SOURCE MATERIAL START

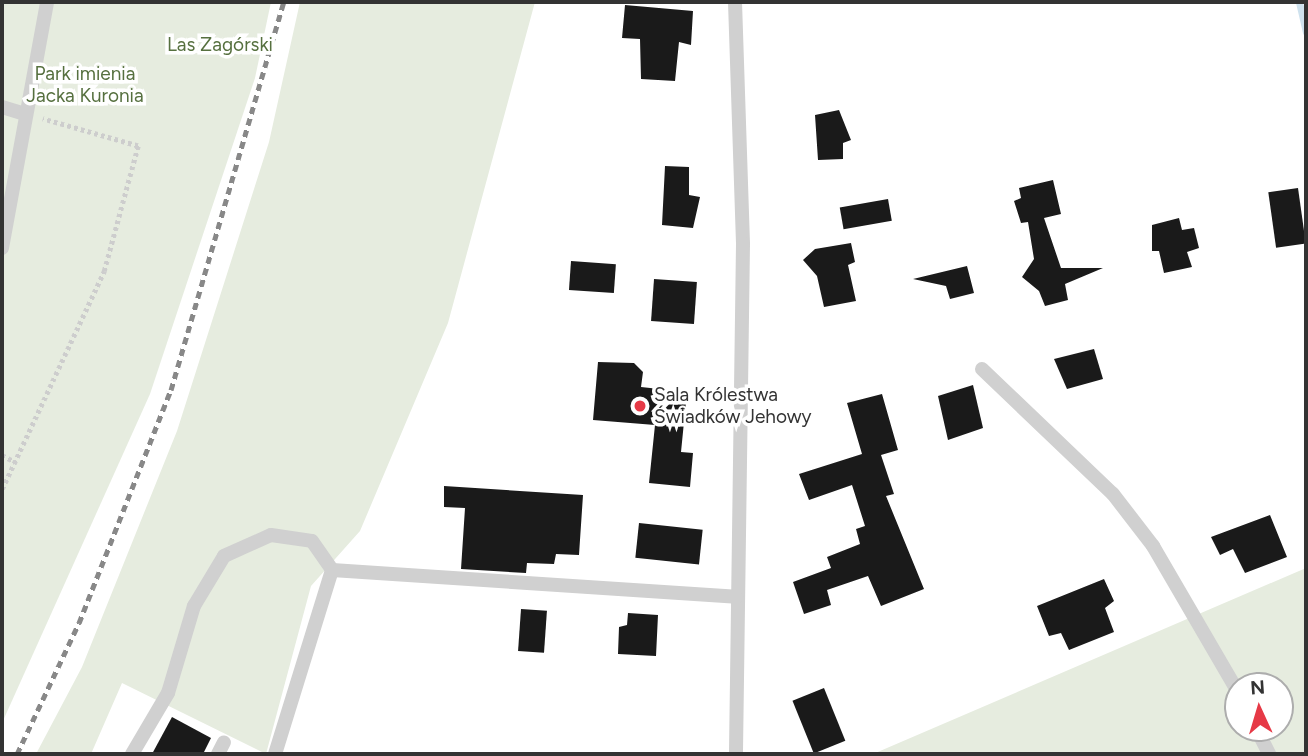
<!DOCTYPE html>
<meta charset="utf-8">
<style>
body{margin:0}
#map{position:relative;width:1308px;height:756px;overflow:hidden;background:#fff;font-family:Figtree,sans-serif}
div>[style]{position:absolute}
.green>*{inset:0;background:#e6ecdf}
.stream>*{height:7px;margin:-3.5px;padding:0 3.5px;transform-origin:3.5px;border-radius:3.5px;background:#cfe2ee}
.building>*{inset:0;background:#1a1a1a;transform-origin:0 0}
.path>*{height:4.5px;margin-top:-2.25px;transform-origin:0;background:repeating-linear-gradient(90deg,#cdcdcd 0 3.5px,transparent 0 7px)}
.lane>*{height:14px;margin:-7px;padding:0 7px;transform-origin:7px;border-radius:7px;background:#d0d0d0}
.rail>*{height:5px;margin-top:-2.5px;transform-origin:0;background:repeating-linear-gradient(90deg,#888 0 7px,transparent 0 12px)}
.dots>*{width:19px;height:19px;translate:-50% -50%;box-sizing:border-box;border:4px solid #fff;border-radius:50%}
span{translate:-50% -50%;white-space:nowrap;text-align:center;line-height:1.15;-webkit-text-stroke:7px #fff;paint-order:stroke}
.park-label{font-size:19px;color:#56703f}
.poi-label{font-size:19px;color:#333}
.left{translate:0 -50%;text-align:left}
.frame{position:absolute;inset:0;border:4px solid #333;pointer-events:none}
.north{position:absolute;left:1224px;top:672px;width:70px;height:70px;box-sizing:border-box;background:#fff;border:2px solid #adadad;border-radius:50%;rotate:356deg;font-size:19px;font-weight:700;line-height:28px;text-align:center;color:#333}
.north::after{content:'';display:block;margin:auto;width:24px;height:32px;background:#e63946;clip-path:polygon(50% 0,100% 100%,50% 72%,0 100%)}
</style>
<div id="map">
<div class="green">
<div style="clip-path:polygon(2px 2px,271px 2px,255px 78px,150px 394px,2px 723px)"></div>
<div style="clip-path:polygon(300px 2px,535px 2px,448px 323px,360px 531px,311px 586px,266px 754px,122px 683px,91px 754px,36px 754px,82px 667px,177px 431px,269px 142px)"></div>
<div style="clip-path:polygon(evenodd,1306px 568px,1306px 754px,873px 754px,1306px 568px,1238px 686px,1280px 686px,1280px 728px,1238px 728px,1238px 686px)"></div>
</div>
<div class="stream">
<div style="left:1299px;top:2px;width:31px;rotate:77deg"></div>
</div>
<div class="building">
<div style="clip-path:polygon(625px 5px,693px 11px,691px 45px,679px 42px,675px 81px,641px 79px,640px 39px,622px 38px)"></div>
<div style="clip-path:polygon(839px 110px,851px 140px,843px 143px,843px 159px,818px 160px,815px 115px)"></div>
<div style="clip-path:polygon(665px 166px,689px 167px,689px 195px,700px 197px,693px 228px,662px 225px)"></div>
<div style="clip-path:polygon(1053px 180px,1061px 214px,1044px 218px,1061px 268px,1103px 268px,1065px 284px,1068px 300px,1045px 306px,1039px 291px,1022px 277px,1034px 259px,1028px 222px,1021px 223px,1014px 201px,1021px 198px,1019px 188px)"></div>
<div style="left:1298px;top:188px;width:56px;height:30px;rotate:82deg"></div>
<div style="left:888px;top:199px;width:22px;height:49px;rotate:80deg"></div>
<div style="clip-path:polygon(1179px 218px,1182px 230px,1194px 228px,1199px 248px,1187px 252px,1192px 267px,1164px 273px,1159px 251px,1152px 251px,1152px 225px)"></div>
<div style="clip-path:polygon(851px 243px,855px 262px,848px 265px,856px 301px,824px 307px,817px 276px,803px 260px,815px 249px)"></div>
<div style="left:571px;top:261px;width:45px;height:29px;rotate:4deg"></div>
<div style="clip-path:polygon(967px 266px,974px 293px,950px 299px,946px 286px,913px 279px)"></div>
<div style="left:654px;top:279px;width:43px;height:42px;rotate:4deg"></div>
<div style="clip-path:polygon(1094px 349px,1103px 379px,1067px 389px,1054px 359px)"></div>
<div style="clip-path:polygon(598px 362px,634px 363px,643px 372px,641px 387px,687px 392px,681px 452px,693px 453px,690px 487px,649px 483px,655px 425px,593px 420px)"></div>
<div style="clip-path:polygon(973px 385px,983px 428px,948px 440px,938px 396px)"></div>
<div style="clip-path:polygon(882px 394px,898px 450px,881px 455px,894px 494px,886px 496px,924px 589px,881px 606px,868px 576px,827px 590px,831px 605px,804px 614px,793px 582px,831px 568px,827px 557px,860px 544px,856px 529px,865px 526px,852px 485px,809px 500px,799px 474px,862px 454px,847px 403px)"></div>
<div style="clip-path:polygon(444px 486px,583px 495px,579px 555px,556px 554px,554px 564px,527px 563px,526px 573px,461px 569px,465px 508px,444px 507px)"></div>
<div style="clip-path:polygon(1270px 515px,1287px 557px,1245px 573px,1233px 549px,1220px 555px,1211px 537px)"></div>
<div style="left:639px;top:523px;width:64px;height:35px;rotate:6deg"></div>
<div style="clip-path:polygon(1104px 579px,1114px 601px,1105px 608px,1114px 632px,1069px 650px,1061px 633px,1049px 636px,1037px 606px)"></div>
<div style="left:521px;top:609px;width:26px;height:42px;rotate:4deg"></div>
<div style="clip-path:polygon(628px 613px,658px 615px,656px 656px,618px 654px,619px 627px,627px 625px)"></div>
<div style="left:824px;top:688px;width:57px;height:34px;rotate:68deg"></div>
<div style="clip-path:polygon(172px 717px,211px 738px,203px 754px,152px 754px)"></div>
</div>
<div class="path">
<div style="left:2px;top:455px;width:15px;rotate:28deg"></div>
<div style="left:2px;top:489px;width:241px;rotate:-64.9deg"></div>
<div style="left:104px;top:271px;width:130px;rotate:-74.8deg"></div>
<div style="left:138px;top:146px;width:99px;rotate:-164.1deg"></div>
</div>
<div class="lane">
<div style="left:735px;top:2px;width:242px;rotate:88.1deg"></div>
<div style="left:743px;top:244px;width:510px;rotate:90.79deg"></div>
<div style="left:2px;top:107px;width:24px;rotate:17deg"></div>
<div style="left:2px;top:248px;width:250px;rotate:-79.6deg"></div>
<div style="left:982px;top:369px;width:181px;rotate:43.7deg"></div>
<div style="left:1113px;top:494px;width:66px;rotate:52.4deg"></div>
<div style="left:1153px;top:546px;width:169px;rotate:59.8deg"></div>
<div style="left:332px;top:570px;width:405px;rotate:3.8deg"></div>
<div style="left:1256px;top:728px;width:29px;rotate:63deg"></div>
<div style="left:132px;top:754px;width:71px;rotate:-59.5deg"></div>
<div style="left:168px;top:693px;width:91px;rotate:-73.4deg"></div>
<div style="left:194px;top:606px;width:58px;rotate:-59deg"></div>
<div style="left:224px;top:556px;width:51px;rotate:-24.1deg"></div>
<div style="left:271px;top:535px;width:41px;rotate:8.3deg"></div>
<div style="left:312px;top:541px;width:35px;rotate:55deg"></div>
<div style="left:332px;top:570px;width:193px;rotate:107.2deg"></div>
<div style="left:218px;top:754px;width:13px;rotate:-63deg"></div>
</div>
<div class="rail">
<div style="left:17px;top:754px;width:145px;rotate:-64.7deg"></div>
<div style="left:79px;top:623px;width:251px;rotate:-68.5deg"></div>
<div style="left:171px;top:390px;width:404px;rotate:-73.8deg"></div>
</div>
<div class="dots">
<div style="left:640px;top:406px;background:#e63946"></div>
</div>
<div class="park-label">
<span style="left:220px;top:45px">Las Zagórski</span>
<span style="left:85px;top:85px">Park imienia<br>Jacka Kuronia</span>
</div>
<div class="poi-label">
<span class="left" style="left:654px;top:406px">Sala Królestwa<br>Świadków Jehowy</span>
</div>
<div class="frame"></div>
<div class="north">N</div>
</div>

SOURCE MATERIAL END
SOURCE MATERIAL START

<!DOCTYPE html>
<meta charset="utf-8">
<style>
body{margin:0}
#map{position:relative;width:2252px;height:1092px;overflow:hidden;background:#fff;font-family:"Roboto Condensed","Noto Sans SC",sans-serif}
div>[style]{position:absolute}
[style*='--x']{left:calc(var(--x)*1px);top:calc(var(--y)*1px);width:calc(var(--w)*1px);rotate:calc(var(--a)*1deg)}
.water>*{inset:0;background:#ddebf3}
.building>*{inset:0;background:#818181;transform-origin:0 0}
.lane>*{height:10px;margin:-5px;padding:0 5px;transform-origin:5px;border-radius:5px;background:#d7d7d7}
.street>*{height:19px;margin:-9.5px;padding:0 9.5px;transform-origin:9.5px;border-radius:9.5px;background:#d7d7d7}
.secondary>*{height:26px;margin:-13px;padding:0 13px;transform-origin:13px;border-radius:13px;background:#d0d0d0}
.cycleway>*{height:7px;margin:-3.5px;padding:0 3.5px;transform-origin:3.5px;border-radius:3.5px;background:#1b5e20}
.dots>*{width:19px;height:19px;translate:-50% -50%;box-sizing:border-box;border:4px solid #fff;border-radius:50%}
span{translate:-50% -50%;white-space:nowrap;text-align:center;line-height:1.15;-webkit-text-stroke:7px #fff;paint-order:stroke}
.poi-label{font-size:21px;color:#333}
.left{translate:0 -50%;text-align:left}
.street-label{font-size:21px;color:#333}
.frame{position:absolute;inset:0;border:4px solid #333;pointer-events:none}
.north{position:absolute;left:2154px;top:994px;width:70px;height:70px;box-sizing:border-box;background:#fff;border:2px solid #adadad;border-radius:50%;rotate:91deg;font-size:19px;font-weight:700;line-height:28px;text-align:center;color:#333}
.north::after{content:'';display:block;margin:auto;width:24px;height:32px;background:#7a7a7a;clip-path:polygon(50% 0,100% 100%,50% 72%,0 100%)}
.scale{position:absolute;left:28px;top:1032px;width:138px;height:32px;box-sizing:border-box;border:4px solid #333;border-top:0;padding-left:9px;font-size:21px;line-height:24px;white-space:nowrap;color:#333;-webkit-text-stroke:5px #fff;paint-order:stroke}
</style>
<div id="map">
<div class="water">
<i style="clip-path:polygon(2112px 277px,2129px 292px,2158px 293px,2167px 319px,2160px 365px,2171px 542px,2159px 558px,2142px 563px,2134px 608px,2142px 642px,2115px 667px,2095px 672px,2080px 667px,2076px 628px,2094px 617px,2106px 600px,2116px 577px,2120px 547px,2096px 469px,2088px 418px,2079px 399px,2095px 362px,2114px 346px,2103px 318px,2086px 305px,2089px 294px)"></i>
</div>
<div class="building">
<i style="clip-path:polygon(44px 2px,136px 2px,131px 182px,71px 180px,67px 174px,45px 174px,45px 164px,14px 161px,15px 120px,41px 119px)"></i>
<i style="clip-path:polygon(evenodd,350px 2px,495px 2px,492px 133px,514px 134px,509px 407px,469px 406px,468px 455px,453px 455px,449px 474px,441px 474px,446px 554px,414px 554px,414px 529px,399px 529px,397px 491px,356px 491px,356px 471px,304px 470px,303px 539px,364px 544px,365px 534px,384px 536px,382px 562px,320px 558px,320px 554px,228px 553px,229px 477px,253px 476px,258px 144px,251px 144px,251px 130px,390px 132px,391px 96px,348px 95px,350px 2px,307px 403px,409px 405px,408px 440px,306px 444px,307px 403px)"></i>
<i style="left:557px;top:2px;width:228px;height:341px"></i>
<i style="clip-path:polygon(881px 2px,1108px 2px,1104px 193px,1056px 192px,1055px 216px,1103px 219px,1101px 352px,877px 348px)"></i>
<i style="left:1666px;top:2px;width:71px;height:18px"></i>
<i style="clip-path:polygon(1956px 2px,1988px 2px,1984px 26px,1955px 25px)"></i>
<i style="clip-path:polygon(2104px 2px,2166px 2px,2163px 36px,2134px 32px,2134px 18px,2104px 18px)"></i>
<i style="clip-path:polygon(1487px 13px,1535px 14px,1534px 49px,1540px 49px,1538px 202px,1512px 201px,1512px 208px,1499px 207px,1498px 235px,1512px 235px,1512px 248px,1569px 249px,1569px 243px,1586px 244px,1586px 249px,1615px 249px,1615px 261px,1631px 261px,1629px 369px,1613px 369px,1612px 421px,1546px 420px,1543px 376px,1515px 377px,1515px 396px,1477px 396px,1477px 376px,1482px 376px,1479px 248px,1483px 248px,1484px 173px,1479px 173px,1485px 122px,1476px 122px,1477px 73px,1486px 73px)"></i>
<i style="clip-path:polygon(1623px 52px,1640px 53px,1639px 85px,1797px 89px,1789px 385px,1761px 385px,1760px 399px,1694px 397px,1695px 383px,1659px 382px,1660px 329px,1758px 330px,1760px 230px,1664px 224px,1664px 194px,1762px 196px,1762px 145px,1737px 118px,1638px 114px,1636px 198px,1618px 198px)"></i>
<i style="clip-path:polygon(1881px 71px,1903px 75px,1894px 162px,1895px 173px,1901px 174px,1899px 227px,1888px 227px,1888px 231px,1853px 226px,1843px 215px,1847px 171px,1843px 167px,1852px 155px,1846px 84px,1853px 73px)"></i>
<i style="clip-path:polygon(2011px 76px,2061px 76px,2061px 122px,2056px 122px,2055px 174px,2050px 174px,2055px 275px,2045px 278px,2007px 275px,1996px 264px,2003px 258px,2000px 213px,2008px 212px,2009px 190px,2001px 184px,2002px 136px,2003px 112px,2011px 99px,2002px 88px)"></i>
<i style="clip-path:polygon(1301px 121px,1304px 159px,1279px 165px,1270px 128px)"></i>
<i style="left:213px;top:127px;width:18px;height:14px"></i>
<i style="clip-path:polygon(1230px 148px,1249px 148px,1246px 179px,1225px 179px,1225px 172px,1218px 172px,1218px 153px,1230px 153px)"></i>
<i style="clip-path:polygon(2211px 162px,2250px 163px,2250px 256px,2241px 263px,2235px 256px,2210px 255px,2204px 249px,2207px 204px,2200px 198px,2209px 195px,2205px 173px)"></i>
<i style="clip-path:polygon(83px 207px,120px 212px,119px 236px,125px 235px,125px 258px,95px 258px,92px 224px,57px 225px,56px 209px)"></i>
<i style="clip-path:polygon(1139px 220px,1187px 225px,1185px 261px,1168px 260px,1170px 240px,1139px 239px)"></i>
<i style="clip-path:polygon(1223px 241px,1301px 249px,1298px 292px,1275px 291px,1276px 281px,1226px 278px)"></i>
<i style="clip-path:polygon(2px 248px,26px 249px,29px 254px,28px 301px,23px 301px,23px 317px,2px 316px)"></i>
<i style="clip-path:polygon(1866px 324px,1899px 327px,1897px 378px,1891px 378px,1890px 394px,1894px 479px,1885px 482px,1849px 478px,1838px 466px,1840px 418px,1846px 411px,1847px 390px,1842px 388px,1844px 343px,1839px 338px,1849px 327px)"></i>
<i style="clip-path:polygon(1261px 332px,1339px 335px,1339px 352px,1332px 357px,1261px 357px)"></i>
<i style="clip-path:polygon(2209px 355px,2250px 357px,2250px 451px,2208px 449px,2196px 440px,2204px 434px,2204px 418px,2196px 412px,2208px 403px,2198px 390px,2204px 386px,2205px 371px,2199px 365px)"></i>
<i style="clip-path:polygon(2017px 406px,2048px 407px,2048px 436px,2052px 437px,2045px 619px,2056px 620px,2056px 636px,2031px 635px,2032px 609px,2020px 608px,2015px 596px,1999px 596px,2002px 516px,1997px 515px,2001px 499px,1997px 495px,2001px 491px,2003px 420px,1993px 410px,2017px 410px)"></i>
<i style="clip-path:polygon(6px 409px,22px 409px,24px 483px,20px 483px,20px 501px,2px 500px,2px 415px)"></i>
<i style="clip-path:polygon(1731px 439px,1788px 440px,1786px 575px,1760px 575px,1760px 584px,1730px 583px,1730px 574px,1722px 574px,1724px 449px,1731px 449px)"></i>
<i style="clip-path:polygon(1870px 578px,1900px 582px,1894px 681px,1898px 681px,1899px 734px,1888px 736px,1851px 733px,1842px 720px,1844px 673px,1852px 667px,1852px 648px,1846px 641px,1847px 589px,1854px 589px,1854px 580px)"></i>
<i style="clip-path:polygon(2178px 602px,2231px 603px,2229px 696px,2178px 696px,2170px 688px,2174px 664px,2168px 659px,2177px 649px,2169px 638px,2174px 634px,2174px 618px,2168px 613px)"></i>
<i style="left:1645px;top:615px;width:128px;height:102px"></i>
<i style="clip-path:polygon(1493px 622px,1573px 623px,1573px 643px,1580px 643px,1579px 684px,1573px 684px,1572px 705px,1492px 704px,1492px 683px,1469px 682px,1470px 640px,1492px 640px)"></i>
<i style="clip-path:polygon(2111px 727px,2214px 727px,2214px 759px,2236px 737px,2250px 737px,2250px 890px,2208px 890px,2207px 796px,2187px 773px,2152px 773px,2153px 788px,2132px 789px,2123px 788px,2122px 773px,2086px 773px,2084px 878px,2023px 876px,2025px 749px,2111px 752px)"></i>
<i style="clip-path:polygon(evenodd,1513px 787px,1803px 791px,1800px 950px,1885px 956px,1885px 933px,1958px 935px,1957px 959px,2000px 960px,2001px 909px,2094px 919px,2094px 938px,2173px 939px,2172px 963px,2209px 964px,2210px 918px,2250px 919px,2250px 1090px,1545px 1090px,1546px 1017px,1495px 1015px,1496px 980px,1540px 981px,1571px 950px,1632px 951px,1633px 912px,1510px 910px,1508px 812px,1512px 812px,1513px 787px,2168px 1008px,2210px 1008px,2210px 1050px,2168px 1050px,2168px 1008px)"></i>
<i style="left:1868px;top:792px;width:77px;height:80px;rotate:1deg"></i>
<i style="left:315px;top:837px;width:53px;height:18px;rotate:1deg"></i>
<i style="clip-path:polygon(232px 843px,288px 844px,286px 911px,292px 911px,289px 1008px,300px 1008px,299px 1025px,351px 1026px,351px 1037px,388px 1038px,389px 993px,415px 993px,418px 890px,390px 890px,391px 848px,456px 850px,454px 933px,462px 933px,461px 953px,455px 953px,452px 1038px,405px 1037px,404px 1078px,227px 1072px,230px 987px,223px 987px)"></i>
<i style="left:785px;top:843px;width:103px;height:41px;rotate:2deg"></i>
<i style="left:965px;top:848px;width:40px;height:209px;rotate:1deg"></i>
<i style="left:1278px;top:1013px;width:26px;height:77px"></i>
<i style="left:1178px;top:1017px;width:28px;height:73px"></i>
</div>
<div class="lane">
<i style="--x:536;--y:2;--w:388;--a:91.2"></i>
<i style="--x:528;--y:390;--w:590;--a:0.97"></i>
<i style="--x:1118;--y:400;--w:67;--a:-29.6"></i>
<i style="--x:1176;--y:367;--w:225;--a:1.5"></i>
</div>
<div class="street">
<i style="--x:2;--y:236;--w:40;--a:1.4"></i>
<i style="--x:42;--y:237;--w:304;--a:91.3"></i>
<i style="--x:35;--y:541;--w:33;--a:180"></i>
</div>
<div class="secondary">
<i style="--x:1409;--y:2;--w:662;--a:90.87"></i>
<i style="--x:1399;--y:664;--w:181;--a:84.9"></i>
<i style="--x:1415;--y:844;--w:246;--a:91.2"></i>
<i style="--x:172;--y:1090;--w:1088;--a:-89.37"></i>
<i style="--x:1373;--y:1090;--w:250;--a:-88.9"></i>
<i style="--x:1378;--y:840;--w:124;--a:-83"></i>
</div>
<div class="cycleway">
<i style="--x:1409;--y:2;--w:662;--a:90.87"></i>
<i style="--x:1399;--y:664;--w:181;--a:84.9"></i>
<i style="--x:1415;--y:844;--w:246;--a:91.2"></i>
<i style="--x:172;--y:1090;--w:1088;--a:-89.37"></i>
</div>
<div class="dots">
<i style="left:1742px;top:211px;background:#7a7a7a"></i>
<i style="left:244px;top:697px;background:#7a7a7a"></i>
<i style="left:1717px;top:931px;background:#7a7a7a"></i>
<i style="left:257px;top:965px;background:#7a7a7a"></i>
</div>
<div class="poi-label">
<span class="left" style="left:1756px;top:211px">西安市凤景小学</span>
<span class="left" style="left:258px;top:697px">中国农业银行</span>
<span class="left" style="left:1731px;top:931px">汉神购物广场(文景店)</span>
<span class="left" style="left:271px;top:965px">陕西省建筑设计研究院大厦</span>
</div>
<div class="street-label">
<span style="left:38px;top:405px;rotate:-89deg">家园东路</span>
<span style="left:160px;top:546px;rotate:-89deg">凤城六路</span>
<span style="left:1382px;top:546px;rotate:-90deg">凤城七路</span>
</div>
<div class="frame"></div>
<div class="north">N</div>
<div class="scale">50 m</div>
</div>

SOURCE MATERIAL END

▸ **REQUIRED ACTION**:
Which lines of the data include "relative"? Copy each of them.

▸ **SOLUTION TO THE EXERCISE**:
#map{position:relative;width:1308px;height:756px;overflow:hidden;background:#fff;font-family:Figtree,sans-serif}
#map{position:relative;width:2252px;height:1092px;overflow:hidden;background:#fff;font-family:"Roboto Condensed","Noto Sans SC",sans-serif}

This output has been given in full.